Measurement prospects for the pair-instability mass cutoff with gravitational waves

TL;DR

This work addresses whether gravitational-wave inferences of the pair-instability–induced mass gap are robust to modeling choices and data limitations. It uses full Bayesian parameter estimation on simulated GW catalogs and compares parametric and nonparametric population models (including PixelPop) to GWTC-4 data, assessing both current constraints and future O4 prospects. The findings indicate that GWTC-4 data are compatible with a lower-edge cutoff near $40$--$50\,M_\odot$ under certain population models, while nonparametric analyses favor a declining secondary-mass density without requiring a sharp cutoff; predictive checks support overall consistency but reveal model-dependence. Projections for the end of O4 suggest substantial improvements in the precision of the cutoff mass and modest gains in GW-only cosmology, though intrinsic limitations remain, underscoring the need for robust validation of astrophysical claims drawn from GW catalogs.

Abstract

Pair-instability supernovae leave behind no compact remnants, resulting in a predicted gap in the distribution of stellar black-hole masses. Gravitational waves from binary black-hole mergers probe the relevant mass range and analyses of the LIGO-Virgo-KAGRA catalog (GWTC-4) indicate a possible mass cutoff at $40$-$50M_\odot$. However, the robustness of this result is yet to be tested. To this end, we simulate a comprehensive suite of gravitational-wave catalogs with full Bayesian parameter estimation and analyze them with parametric population models. For catalogs similar to GWTC-4, confident identification of a cutoff is not guaranteed, but GWTC-4 results are compatible with the best constraints among our simulations. Conversely, spurious false identification of a cutoff is unlikely. For catalogs expected by the end of the O4 observing run, uncertainty in the cutoff mass is reduced by $\gtrsim20\%$, but a cutoff at $40$-$50M_\odot$ yields only a lower bound on the $^{12}\mathrm{C}(α,γ)^{16}\mathrm{O}$ reaction rate, which in terms of the S-factor at $300\,\mathrm{keV}$ may be $S_{300}\gtrsim125\,\mathrm{keV}\,\mathrm{b}$ at $90\%$ credibility by the end of O4. Relative uncertainties on the Hubble parameter $H_0$ from gravitational-wave data alone can still be up to $100\%$. We also analyze GWTC-4 with the nonparametric PixelPop population model, finding that some mass features are more prominent than in parametric models but a sharp cutoff is not required. However, the parametric model passes a likelihood-based predictive test in GWTC-4 and the PixelPop results are consistent with those from our simulated catalogs where a cutoff is present.

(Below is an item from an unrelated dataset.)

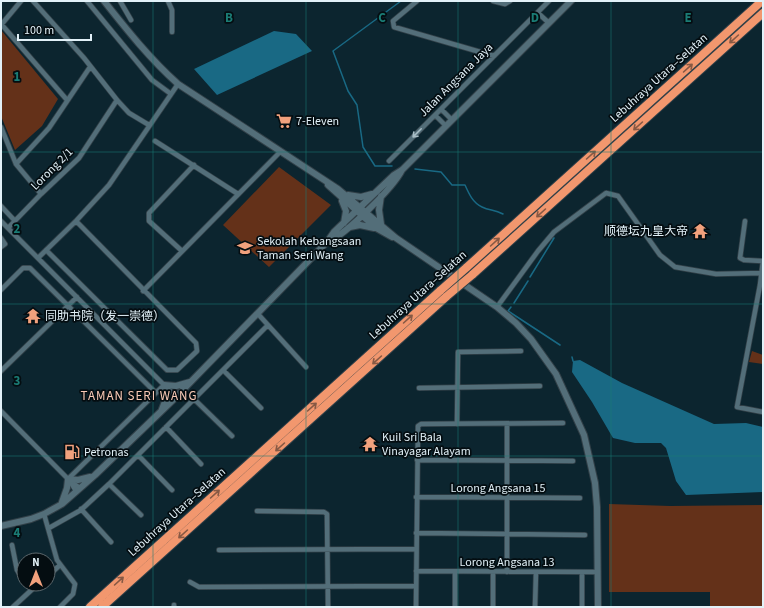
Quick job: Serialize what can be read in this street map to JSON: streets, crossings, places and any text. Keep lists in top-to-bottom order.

We use the simple focus of this study to emphasize that such tests are necessary to make astrophysical claims from gravitational-wave catalogs going forward.

Figures (12)

• Figure 1: Mass distributions of BHs in merging binaries inferred from GWTC-3 (blue) and GWTC-4 excluding GW231123 (orange) using three parametric models (top three rows) and a nonparametric model (bottom row). The masses for GW231123 (green) are included for reference. The left column shows central 90% posterior credible regions, with population constraints in terms of the probability density of logarithmic BH mass. The right column shows the posteriors of the maximum-mass parameters for the parametric models and three upper mass percentiles (99%, 99.9%, and 99.99%) for the nonparametric model. Primary ($m_1$) and secondary ($m_2$) BH masses are distinguished by filled and unfilled regions, respectively.
• Figure 2: Self-consistent data-level PPC showing the cumulative distribution of highest-likelihood secondary BH masses for: events in GWTC-4 (black); central 50%, 90%, and 99% posterior credible regions for simulated observations based on the Single Power Law + 2 Peaks + Cutoff fit to GWTC-4 (darker to lighter blue); and the highest-likelihood population prediction (red). Central 50%, 90%, and 99% posterior credible intervals for the astrophysical maximum secondary mass (darker to lighter gray) are included for reference.
• Figure 3: Posterior distributions for the source masses of GW190521 inferred from the original LVK PE results (blue) and population-informed measurements using the PixelPop (purple) and Single Power Law + 2 Peaks + Cutoff (red) models. The lower left panel shows the 50%, 90%, and 99% credible regions for the joint posteriors of primary ($m_1$) and secondary ($m_2$) masses, with the gray region excluded by the definition $m_1 \geq m_2$, and the diagonal panels show the individual marginal posteriors.
• Figure 4: Constraints on the mass cutoff for secondary BHs ($m_2$) inferred from GWTC-4 without GW231123 (black) and from simulated catalogs containing 150 O4-like GW events (blue). The true simulated values for the maximum $m_2$ are marked with dashed gray lines. Each column represents a different simulated population indicated in the column titles, with 10 catalog realizations for each. The top row shows posteriors on the maximum $m_2$ when the real and simulated catalogs are analyzed with the parametric Single Power Law + 2 Peak + Cutoff population model. The bottom rows show the posterior 99%, 99.9%, and 99.99% population-level $m_2$ percentiles inferred from each catalog with the nonparametric PixelPop model.
• Figure 5: Posterior distributions for the maximum secondary BH mass (left panel) and the S-factor for the $^{12}\mathrm{C}(\alpha,\gamma)^{16}\mathrm{O}$ reaction at a temperate 300 k eV (right panel), assuming this maximum mass is the lower edge of the PISN mass gap, inferred using the Single Power Law + 2 Peaks + Cutoff model. Results from GWTC-4 (solid black) are used to select a simulated population for this model (dashed gray), from which 10 catalogs and analyzed, each of 150 (blue) and 300 (red) O4-like events.